Saying Goodbye While Looking Ahead
Daniel Lee Henry retires from 12 years of teaching at Lane
After teaching speech and communication classes at Lane Community College since 2012, speaker, author, journalist, broadcaster and educator Daniel Lee Henry has decided to retire.
Though it has been several terms since Henry taught a class due to health reasons and going on a sabbatical, there are still students around who will remember him and at least one fellow instructor who will miss having him across the hall.
According to Jeff Harrison, whose office was across the hall from Henry’s, Henry was “one of the special ones, and those who didn’t get to take a class with him really missed out.”
As for Henry and his feelings on teaching Lane students, he said in an interview with The Torch, “Everybody I met was thinking about a way to help the world,” he said. “I hope I learned as much as they did, because I felt like I grew up, in some ways, because of my students.”
“Dan wasn’t limited!”
When you first take in Henry’s smaller stature, grayed, weathered, kind face, clothing style that hints at the outdoors and cozy evenings by the fire, and hear his soft-spoken, conversational tone, you may make assumptions about him that could miss the mark.
As soon as you heard him start a speech or begin to teach a room full of students, you would begin to see a side of Henry that made Harrison say in an interview with The Torch, “Dan wasn’t limited!”

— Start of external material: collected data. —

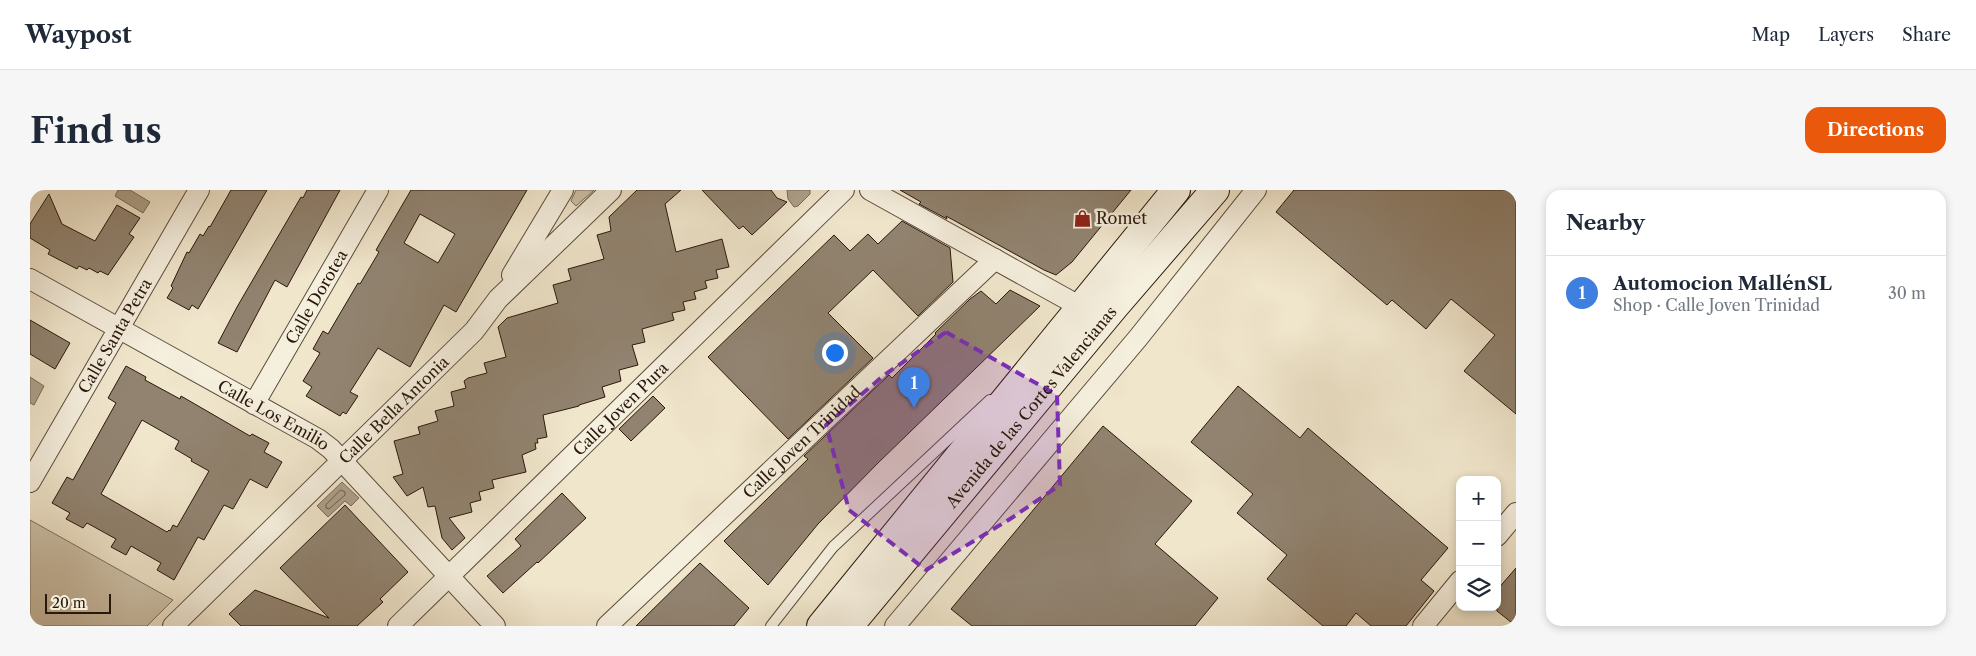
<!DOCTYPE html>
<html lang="en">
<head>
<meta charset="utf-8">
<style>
	body { margin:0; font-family:"Libre Caslon Text",serif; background:#f6f6f7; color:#1f2937 }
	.controls { position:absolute; right:15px; bottom:15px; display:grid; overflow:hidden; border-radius:10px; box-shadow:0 2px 8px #0003 }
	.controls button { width:45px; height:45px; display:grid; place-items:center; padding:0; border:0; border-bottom:1px solid #e0e1e3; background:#fff; color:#1f2937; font:25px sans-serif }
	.scale { position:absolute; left:15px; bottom:12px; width:66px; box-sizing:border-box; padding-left:5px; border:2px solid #2a180c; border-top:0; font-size:14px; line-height:18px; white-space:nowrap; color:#2a180c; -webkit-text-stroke:4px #f5efde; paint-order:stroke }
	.you { position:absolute; left:804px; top:162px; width:18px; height:18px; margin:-12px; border:4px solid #fff; border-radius:50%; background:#1a73e8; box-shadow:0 0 0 8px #1a73e833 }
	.badge { display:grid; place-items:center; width:32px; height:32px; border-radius:50%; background:#ea580c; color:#fff; font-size:16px; font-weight:700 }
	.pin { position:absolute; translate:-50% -41px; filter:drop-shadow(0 1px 2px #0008) }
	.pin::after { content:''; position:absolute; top:26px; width:18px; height:15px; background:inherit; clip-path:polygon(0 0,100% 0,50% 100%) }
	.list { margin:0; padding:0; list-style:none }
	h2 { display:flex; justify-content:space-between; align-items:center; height:65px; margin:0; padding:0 20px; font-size:21px }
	h2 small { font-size:16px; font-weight:400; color:#747a83 }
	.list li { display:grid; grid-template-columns:32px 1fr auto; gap:15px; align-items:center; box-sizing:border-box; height:75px; padding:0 20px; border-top:1px solid #e0e1e3 }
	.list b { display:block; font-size:19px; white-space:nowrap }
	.list p { margin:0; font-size:16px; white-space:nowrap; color:#747a83 }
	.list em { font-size:16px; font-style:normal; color:#747a83 }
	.icon { flex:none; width:28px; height:28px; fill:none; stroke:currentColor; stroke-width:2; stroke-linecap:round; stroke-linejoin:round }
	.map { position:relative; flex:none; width:1486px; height:436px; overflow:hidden; border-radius:15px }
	header { display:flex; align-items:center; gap:30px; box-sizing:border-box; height:70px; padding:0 25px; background:#fff; border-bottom:1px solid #e0e1e3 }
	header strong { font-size:24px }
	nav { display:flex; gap:28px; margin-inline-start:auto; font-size:18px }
	.intro { display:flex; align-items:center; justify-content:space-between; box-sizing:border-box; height:120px; padding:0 30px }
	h1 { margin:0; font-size:35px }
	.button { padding:12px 22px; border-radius:15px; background:#ea580c; color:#fff; font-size:18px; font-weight:700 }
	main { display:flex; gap:30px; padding:0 30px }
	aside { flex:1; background:#fff; border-radius:15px; box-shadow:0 2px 8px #0003 }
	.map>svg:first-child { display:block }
	.green { fill:#cec3ab; stroke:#7c6e5c }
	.water { fill:#ada08b; stroke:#796a58 }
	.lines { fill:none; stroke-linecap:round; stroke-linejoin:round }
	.shore { stroke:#6c5c4c; stroke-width:1 }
	.building { fill:#918370; stroke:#2a180c; fill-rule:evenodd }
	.service-casing { stroke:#5c4c3c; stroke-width:12 }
	.minor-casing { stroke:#5c4c3c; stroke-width:22 }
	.secondary-casing { stroke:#2a180c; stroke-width:30 }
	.service { stroke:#f5efde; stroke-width:10 }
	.minor { stroke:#f5efde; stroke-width:20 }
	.secondary { stroke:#f5efde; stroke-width:28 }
	.marked { fill:#7b2cbf; fill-opacity:0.2; stroke:#7b2cbf; stroke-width:4; stroke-dasharray:10 6; stroke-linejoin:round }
	.labels { text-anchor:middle; stroke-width:5; stroke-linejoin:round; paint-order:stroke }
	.poi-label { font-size:16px; fill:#2a180c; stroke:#f5efde; text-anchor:start }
	.street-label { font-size:16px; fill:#2a180c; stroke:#f5efde }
</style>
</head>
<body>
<header>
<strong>Waypost</strong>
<nav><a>Map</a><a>Layers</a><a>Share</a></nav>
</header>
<div class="intro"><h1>Find us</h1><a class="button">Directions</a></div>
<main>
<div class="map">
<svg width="1486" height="436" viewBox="0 0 1486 436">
	<rect width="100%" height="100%" fill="#f0e6cc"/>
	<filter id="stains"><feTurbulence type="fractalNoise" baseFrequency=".004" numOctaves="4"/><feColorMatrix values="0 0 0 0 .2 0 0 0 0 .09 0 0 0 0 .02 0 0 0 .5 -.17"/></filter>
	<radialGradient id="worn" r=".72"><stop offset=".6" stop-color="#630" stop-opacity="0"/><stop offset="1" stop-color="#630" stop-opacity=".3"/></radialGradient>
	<g class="green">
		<polygon points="546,0 564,0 546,16 541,11"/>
		<polygon points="0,330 143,410 117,436 0,436"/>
	</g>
	<g class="water">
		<polygon points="88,0 100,0 120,12 113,23 85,6"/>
		<polygon points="757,0 780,0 780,4 768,16 764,17 758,9"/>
		<polygon points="0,187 14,196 4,215 0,213"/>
		<polygon points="312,292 329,308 321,316 315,311 298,327 287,316"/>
	</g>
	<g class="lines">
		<polygon class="shore" points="311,300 315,302 315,305 299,319 296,318 296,315"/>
	</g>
	<g class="building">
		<polygon points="201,0 237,0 168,119 162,115 159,120 137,108 143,98 141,96 157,62 159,63 170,44 173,46 179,36 180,37"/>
		<polygon points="277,0 310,0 257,97 245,90 207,162 188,153 207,117 271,7 273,8"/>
		<path d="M381,0H497L426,122L414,115L380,177L348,158L320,202L328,206L316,224L313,222L310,226L276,206L282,197L273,191L290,163L283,159L293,141L298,144L328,93L330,94L349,62L346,60ZM390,24L425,44L408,73L374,53Z"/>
		<polygon points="607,0 651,0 635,14 646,62 692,49 699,77 686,80 688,88 675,91 677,98 664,102 666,109 653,112 655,120 642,123 644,130 612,139 615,152 602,155 608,175 589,180 591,191 572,197 575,207 549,215 549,216 513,225 517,247 507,249 508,253 505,253 506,259 492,265 496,282 462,290 464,298 449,302 451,310 440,313 442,322 419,328 435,348 422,360 412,348 405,316 398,317 393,297 377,306 363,287 373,284 364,251 390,244 388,237 408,231 405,221 424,216 421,202 436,198 434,191 438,188 457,183 454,173 476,167 468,137 477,128 528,113 523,95 541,90 538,79 574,69 567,45 581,41 579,27"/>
		<polygon points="672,0 741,0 747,8 757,12 722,45 713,36 709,39"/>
		<polygon points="870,0 1101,0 1042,72 1026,85 1014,80 916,26 917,29 889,14 891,12"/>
		<polygon points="1264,0 1486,0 1486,224 1434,181 1465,145 1421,109 1396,139 1362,110 1357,115 1246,22"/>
		<polygon points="19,4 32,34 65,51 87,15 110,28 99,44 104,47 78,85 70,81 68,83 59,78 57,80 49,76 47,79 18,64 20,60 0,48 0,34"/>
		<polygon points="872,31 920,58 923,92 888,126 843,80 798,123 843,168 758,249 678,167 804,45 820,61 838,44 848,54"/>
		<polygon points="980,100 1010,116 848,273 788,334 738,395 694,351 778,269 774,266 859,185 862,188 906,144 905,143 940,109 951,101 966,114"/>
		<polygon points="0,130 40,153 25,179 0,164"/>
		<path d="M96,176L116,187L115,190L150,209L151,206L220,246L222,244L239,253L234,262L252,272L237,298L220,289L203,319L194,315L174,350L168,347L144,390L127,380L131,373L101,356L96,365L81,357L86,349L57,333L53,338L36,329L40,323L22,313L37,287L43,290L86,213L78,208ZM112,230L149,251L145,259L162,269L161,271L179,281L147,337L143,335L140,341L139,340L137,342L71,304Z"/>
		<polygon points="1208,196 1270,248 1278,238 1418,358 1391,390 1404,401 1376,436 1341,436 1326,423 1316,436 1293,436 1237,389 1257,365 1207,323 1223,304 1161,252"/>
		<polygon points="623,206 635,218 601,251 589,239"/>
		<polygon points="1073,236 1162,311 1125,354 1188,408 1165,436 942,436 921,419"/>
		<polygon points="532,303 556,328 508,373 507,372 473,403 457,386 491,356 485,349"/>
		<polygon points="315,315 378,382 350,409 353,412 327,436 211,436 199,424 225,400 299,428 250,378"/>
		<polygon points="670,373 719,418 704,436 606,436"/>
		<polygon points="1486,378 1486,436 1467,421 1467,400"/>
	</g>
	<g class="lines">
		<defs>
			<polyline id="service" points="741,436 803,357 960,210"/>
			<g id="minor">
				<polyline points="840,0 1051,117"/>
				<polyline points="482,85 533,0"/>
				<path id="s1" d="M0,89L288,249L301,259L465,436"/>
				<path id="s2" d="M224,214L348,0"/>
				<path id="s3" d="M0,292L169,0"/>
				<polyline points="1467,346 1486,323"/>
				<path id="s4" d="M143,436L444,141L468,109L581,0"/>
				<path id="s5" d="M368,436L814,0"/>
				<path id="s6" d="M577,436L965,69"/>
				<polyline points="865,436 1108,148 1226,0"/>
				<polyline points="1393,436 1430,391"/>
			</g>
			<g id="secondary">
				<polyline points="791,436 1146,0"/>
				<path id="s7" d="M819,436L1085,116L1185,0"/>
			</g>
		</defs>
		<use href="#service" class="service-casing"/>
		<use href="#minor" class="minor-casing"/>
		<use href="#secondary" class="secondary-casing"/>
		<use href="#service" class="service"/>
		<use href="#minor" class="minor"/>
		<use href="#secondary" class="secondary"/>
	</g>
	<path class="marked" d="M916,142L1027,205L1030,295L980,329L896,380L819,320L796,235L853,186Z"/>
	<defs>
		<symbol id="shop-bare" viewBox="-9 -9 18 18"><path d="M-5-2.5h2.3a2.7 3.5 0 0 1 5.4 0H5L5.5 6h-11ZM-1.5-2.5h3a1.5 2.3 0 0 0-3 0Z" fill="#8f2418" stroke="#f5efde" stroke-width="2.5" paint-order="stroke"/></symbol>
	</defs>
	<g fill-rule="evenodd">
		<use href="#shop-bare" x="1040" y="16" width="25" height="25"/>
	</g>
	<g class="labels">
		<g class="poi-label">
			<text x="1066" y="34">Romet</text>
		</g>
		<g class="street-label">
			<text dy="6" stroke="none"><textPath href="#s2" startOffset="124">Calle Dorotea</textPath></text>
			<text dy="6" stroke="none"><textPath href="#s3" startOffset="169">Calle Santa Petra</textPath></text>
			<text dy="6" stroke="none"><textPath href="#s7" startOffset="285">Avenida de las Cortes Valencianas</textPath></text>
			<text dy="6" stroke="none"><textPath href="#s5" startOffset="311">Calle Joven Pura</textPath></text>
			<text dy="6" stroke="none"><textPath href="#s4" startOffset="309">Calle Bella Antonia</textPath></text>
			<text dy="6" stroke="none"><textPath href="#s1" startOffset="279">Calle Los Emilio</textPath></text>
			<text dy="6" stroke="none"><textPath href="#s6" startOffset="268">Calle Joven Trinidad</textPath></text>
		</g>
	</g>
	<rect width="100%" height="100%" filter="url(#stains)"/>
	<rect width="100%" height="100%" fill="url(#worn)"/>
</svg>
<div class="controls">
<button>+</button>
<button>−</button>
<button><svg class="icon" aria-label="layers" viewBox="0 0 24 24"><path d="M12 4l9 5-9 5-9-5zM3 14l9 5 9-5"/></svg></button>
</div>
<div class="scale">20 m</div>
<div class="you"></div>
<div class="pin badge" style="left:884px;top:218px;background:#3f7fe0">1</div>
</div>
<aside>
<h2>Nearby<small></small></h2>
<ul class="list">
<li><span class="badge" style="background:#3f7fe0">1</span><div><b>Automocion MallénSL</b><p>Shop · Calle Joven Trinidad</p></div><em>30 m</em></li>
</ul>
</aside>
</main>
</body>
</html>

For one thing, Henry’s voice can instantly transform from the soft lilt of two friends sharing company into the strong resonance of a skilled orator who needs to reach the ears of every person present.
Equally important however, is Henry’s lifelong devotion to quieting down and truly listening to understand the point of view of the person in front of him.
Whether during his career as a college student, researcher, journalist, reporter, radio broadcaster, high school teacher, or college instructor, Henry has made a point of understanding the issue at hand from as many perspectives as possible.
Throughout decades of practice, Henry cultivated his patience.
Henry focused on being respectful and objective during the recording and editing of information and people’s stories, regardless of his personal views and feelings on the subject matter.
Henry said, “I’m a curious person, and I’m an open person. I don’t block anybody off because of their politics. I am aware of their politics, and I am aware of my politics, but I’m a debate coach, and so I’ve been trained to study and look at all the sides of the issue, and not go too fast.”
Perhaps the best example of Henry’s patience is that he took the time necessary (30 years, to be exact) to get to know the Tlingit elders living in southeast Alaska at the time and collect the stories he was after straight from the source.
Henry wrote down the oral history of the Tlingit interactions with John Muir and the first white explorers, military and colonists who came to the area through the Tlingit’s own words. Using these stories, along with extensive research into Muir’s life and writings, Henry published his first book, Across the Shaman’s River: John Muir, the Tlingit Stronghold, and the Opening of the North, through the University of Alaska Press in 2017.
“Not anybody could have written that book,” Harrison said. “He’s very humble, for one thing. I’ve taken many walks with him and it’s just so much fun to talk to him about his interests and the interests that we share.”
“Lane was the pinnacle of my academic and professional career.”
Even though Henry has taught at high schools, other community colleges and universities both in Oregon and in Alaska, he explained to The Torch that he “Felt the most at home at Lane” working with instructors and professors “who taught because they loved students, loved teaching, and loved working together and helping each other. There was no competition between them from what I saw, everyone was there because they loved to help students and loved to teach.”
While Henry said he still plans on teaching condensed courses through the University of Southeast Alaska in the summertime, his plans after retiring from LCC partly include finishing his second book, which will be a 30-year case study of communication around tense environmental issues in Haines, Alaska.
Henry said he continues to go to Haines each summer to teach and write, catch up with old friends, and spend time in nature.
Although Henry will continue to teach when and where he can and has taught elsewhere in the past, “Lane was the pinnacle of my academic and professional career,” Henry said.
When The Torch asked Henry’s parting advice to Lane students, Henry said, “Be open to new people and new experiences. Staying open is a beautiful thing. You have an opportunity to meet a lot of different people and have a lot of different experiences, and to not close yourself off.”
Henry continued, “There is a special opportunity at Lane to meet some interesting and different people. I know it just opened up my head to a lot of different folks. I think there is a great opportunity for people, it might be the best opportunity of your life, just to get to know a variety of other people with interests that you might not normally hang out with.”